“Mrs. Simpson in?” Cray inquired.
“Yes, sir,” the girl answered, looking doubtfully at him, “but I don’t believe she will feel like seeing any one. She hasn’t been very well.”
“I hope she will see me,” Cray declared. “Please say that I’m Mr. Jones, from the Chronicle and Observer office, and would like very much to see her for a few minutes.”
The girl was obviously impressed by this information, and, without further argument, conducted him into one of the rooms off the reception hall, and then hurried away to communicate with her mistress.
With the natural instinct of the detective, Cray looked keenly about him, and there was something that impressed him at once.
The house he was in was by no means a large one, but the furniture seemed to have come from a much smaller house. The diminutive hatrack was positively lost in the square hall, the rugs were little more than patches on the inlaid floor, and the stair carpet—which he could see through the door—was shabby, and too narrow for the stairs.

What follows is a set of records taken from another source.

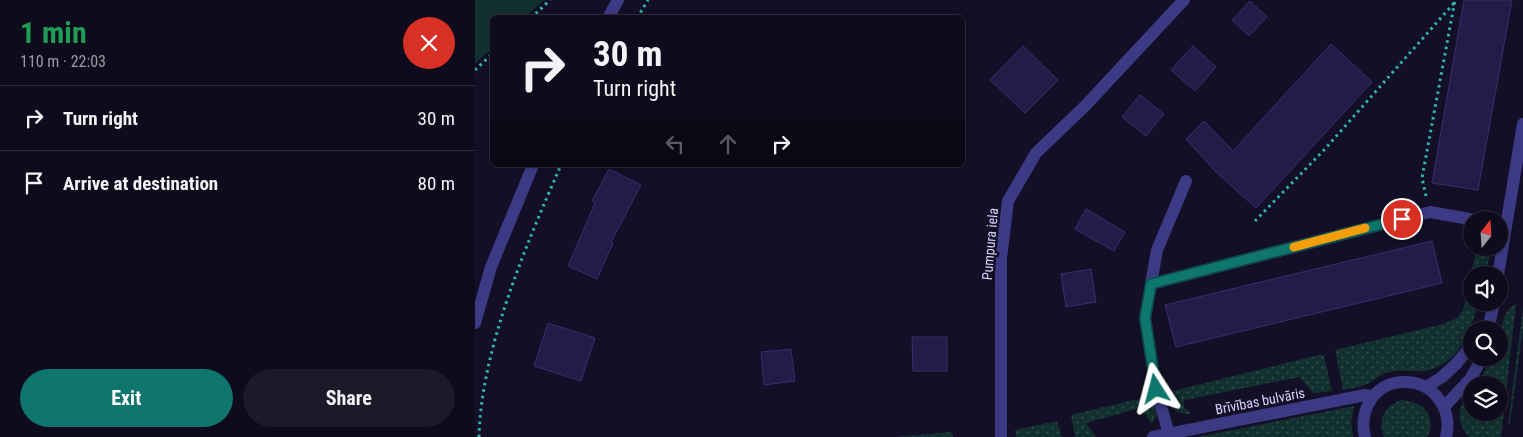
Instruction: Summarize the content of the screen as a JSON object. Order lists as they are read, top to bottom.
{
  "streets": {
    "street": ["Pumpura iela", "Brīvības bulvāris"]
  },
  "north": "top",
  "page": {
    "heading": ["1 min", "110 m · 22:03"],
    "turn": ["30 m", "Turn right"],
    "list": [
      {
        "name": "Turn right",
        "value": "30 m"
      },
      {
        "name": "Arrive at destination",
        "value": "80 m"
      }
    ],
    "buttons": ["Exit", "Share"]
  }
}
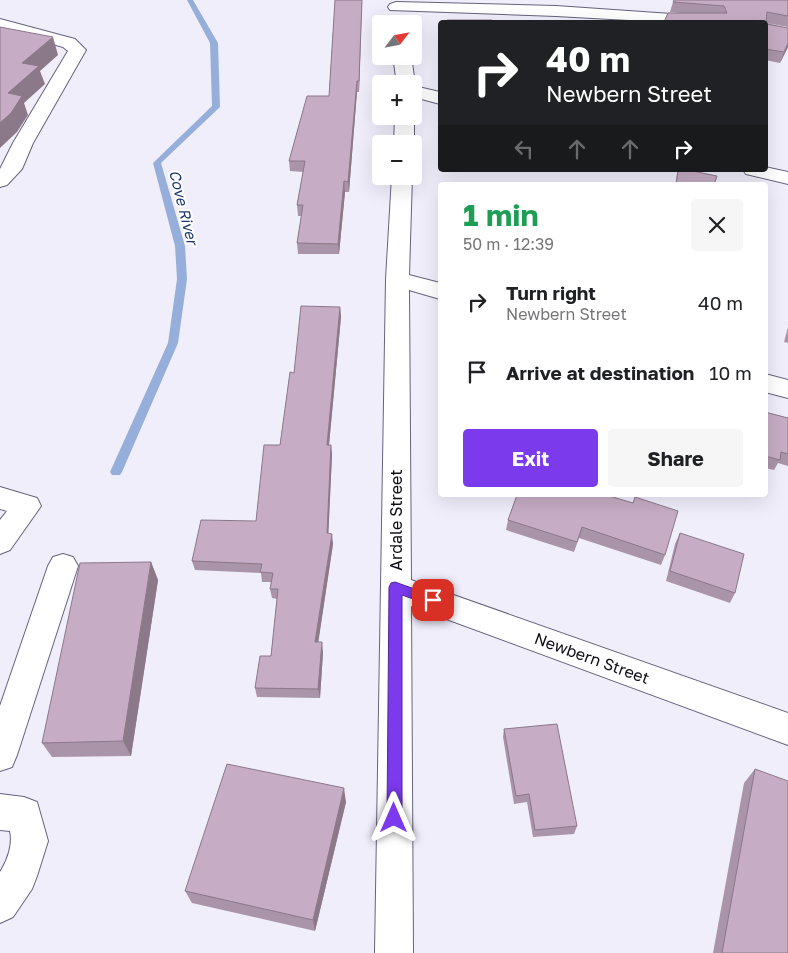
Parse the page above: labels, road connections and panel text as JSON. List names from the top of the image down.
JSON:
{
  "streets": {
    "street": ["Ardale Street", "Newbern Street"]
  },
  "crossings": [
    ["Ardale Street", "Newbern Street"]
  ],
  "water": ["Cove River"],
  "north": "top right",
  "page": {
    "map_buttons": ["+", "−"],
    "turn": ["40 m", "Newbern Street"],
    "heading": ["1 min", "50 m · 12:39"],
    "list": [
      {
        "name": "Turn right",
        "note": "Newbern Street",
        "value": "40 m"
      },
      {
        "name": "Arrive at destination",
        "value": "10 m"
      }
    ],
    "buttons": ["Exit", "Share"]
  }
}
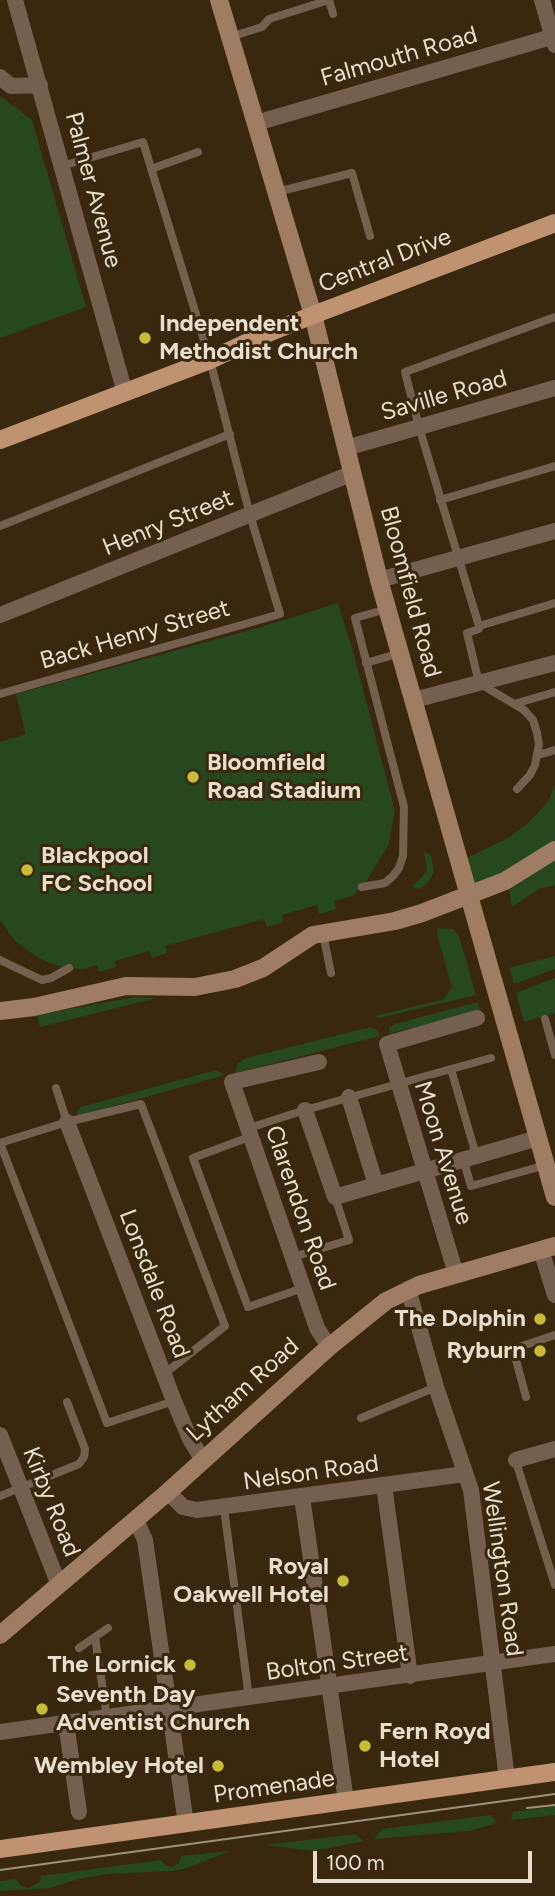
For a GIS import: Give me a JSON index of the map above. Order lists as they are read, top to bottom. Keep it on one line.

In short, though John Simpson had recently taken a larger house, he had either been unable to furnish it adequately, or else had been too hurried or careless to do so.
“Mrs. Simpson will see you, sir,” the maid announced, when she returned. “She will be down in a few minutes.”
Presently, the fugitive’s wife descended the stairs. She was a small, slight woman, plainly dressed, and apparently about forty years of age, though her lined face and gray hair caused her to look much older than many women do nowadays at that age.
“You have news of my husband, Mr. Jones?” she asked eagerly, holding her hands out in unconscious pleading, so that Cray could see that they had been roughened by hard work.